I have a requirement where i have to parse a ~125000 lines containing XML (DB extracted file) into a another text file (precisely a .ntriples file). When I parse the xml, i have to take the node names, attribute names, attribute values, CDATA content and translate them to some meaningful URI's and write them onto the text file. Consider below sample
<student name="john" age="22" subject="geography">John is good singer</student>
<student name="jai" age"22" subject="java">Jai is a good dancer</student>
.... similarly many number of different nodes and attributes... Now i have to parse this and write into a text file like below -
<http://www.coderanch.com/student> <www.xmlschema#typeOf> <http://www.coderanch.com/Students>.
<http://www.coderanch.com/student> <www.xmlschema#name> "John".
<http://www.coderanch.com/student> <www.xmlschema#age> "22".
<http://www.coderanch.com/student> <www.xmlschema#subject> "geography".
<http://www.coderanch.com/student> <www.xmlschema#generaldescription> "John is good singer".
.... similarly this .ntriples file will contain all the information from the xml parsed like above.
My Questions ->
1. Which parser should I use - a DOM or SAX? I have written one or two of both and i think if there are 10000 nodes and if I iterate through a node list using DOM then it will take much time and difficult to code since many CDATA segments are also present in the xml. To add the application need not be super fast as it will be run only as a Batch.

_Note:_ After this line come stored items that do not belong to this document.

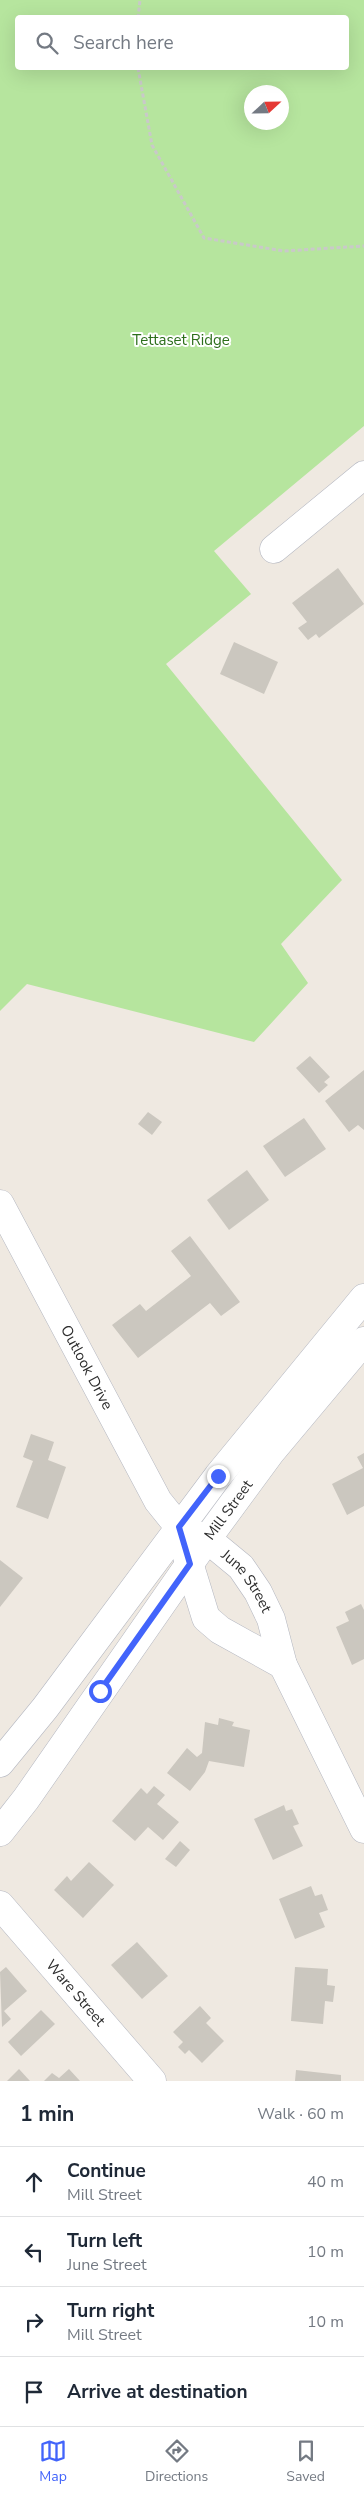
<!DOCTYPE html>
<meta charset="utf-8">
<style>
:root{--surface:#fff;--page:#f2f2f3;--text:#1f2937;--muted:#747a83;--line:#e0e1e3;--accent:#4264fb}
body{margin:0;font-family:"Nunito Sans",sans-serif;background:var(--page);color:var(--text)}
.compass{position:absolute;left:244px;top:85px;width:45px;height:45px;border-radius:50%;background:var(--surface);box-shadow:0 5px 20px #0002;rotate:68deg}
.stop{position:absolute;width:15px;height:15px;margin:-11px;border:4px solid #4264fb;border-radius:50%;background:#fff}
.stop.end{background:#4264fb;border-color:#fff;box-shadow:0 1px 5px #0008}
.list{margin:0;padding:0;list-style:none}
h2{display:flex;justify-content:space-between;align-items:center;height:65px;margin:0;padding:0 20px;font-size:21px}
h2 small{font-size:16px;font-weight:400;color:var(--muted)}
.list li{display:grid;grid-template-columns:32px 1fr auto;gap:15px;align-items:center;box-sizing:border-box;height:70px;padding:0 20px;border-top:1px solid var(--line)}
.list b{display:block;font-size:19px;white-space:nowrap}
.list p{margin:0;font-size:16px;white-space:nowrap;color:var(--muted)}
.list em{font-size:16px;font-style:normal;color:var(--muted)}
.icon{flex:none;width:28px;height:28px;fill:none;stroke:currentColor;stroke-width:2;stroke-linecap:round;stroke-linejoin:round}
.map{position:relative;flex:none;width:364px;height:2081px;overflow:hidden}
.search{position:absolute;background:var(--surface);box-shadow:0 5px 20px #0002;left:15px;right:15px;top:15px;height:55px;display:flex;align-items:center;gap:12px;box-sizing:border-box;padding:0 18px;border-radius:5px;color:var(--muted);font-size:19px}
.sheet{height:345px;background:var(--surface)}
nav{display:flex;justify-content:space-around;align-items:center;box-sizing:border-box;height:70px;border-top:1px solid var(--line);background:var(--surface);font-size:14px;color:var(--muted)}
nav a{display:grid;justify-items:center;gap:2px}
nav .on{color:var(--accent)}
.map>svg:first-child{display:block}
</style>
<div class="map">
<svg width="364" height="2081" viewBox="0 0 364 2081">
<rect width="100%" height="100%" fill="#efe9e1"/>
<path fill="#b6e59e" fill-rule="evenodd" d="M0 0H364V426L214 551 251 594 166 664 342 880 281 944 308 983 254 1042 27 984 0 1011ZM18 18H346V68H18ZM252 92H282V122H252Z"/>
<g fill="#cbc7bf">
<path d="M338 568 364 604 319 638 316 634 308 640 298 628 307 622 292 603Z"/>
<path d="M234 642 278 662 264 694 220 674Z"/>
<path d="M310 1056 330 1077 324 1082 328 1085 319 1093 296 1068Z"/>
<path d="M364 1070V1130L358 1125 349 1132 325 1101Z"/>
<path d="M148 1112 162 1122 152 1135 138 1124Z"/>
<path d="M304 1118 326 1149 285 1177 263 1146Z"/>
<path d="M247 1170 269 1200 229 1230 207 1200Z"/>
<path d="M190 1236 240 1302 221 1316 210 1303 138 1358 112 1325 140 1304 146 1311 191 1276 171 1251Z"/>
<path d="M31 1434 54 1442 48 1460 66 1467 48 1519 16 1507 33 1461 23 1457Z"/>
<path d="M364 1453V1506L347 1515 332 1484 363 1468 357 1457Z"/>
<path d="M0 1560 23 1578 0 1607Z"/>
<path d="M361 1604 364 1610V1659L352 1665 336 1627 349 1621 345 1612Z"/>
<path d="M219 1718 234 1722 232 1726 250 1730 244 1767 209 1761 205 1772 190 1791 167 1773 187 1748 197 1757 202 1753 205 1722 218 1725Z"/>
<path d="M154 1786 165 1795 157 1804 179 1822 163 1840 148 1827 135 1841 112 1821 141 1788 147 1794Z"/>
<path d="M284 1805 286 1811 292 1809 299 1824 293 1826 303 1846 273 1860 254 1819Z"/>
<path d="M180 1841 190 1850 176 1867 165 1859Z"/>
<path d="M89 1862 114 1885 83 1918 54 1890 67 1876 71 1881Z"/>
<path d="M311 1886 315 1896 322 1894 328 1910 319 1913 325 1927 295 1939 279 1899Z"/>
<path d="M137 1942 168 1976 142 1999 111 1965Z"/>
<path d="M6 1967 27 1991 4 2011 11 2019 2 2027 0 1972Z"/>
<path d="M295 1967 328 1969 327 1985 335 1986 333 2002 325 2001 323 2024 291 2021Z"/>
<path d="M200 2006 211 2018 206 2023 224 2041 202 2063 189 2050 185 2054 178 2047 183 2042 173 2032Z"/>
<path d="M41 2010 55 2024 21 2056 8 2042Z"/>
<path d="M19 2069 30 2081H7Z"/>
<path d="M69 2069 80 2081H44L52 2073 59 2078Z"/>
<path d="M296 2070 341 2075V2081H295Z"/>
</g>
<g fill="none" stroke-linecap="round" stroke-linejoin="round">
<g stroke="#b4b7c1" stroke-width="29">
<g id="street">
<path d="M274 549 364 475"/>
<path id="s1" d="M0 1204 158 1501 179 1527"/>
<path id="s2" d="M0 1905 152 2081"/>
</g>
</g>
<g stroke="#b4b7c1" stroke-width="29">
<g id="secondary">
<path id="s3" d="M189 1532 207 1539 241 1567 258 1592 271 1619 283 1665 364 1829"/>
<path d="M186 1553 206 1618 220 1630 283 1665"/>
<path d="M0 1763 45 1708 218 1476 364 1298"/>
<path id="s4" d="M0 1832 26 1799 207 1539 271 1452 364 1341"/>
</g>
</g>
<g stroke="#c9c9c9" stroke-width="3" stroke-dasharray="4 2.5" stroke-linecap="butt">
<path d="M138 18 140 0"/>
<path d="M138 68 152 145 204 238 284 251 364 246"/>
</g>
<use href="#street" stroke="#fff" stroke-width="28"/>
<use href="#secondary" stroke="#fff" stroke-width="28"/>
</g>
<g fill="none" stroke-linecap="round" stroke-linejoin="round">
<path stroke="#4264fb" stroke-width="6" d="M100 1691 190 1564 179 1527 218 1476"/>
</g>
<g text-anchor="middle" stroke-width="4" stroke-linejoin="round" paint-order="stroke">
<g font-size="15" fill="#2c6e1b" stroke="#fff">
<text x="181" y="345">Tettaset Ridge</text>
</g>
<g font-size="15" fill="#2e2e2e" stroke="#fff">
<text dy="5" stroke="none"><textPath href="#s1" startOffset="185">Outlook Drive</textPath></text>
<text dy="5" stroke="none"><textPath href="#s4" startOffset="395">Mill Street</textPath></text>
<text dy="5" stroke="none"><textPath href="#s3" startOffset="78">June Street</textPath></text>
<text dy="5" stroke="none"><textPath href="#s2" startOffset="116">Ware Street</textPath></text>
</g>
</g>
</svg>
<svg class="compass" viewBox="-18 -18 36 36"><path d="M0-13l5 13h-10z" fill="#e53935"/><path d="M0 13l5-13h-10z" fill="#747a83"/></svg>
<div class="stop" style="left:100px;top:1691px"></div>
<div class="stop end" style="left:218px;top:1476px"></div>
<div class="search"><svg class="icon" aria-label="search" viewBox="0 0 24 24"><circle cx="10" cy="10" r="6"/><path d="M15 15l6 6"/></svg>Search here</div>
</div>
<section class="sheet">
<h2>1 min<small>Walk · 60 m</small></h2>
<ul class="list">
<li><svg class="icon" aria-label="ahead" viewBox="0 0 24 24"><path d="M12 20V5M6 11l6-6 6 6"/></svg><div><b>Continue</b><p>Mill Street</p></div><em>40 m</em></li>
<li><svg class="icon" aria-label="left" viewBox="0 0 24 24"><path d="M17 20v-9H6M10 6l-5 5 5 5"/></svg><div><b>Turn left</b><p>June Street</p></div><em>10 m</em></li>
<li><svg class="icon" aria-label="right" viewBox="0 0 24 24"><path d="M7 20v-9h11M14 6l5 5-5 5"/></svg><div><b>Turn right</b><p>Mill Street</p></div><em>10 m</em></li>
<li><svg class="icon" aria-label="arrive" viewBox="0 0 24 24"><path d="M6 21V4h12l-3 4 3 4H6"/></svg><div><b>Arrive at destination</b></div></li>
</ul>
</section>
<nav>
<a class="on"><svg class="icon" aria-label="map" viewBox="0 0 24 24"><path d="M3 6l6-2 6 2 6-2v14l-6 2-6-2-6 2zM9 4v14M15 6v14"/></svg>Map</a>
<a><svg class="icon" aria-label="directions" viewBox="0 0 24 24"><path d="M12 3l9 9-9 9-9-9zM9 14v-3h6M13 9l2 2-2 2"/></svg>Directions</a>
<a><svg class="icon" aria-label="saved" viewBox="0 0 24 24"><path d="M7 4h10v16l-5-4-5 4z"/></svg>Saved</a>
</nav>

2. How to do the comparison work swiftly. Say i hit a node <student> and now I should know that the corresponding URI of <student> node is <http://www.coderanch.com/student>. There can be around ~100 such URI mappings for nodes & attributes. What should I use - either load the node-URI mapping using Java.util.Properties or keep it as constants file.
3. What FileWriter should I use. The ntriples file need not be encoded.
Since the task appears to be to transform an XML document into a text document, my first instinct would be to write an XSL transformation. I might think twice about that if the business logic turned out to be complex, but I do try to avoid writing transformations with low-level tools like SAX or DOM.
(And by the way using an XML parser is not the same as writing an XML parser.)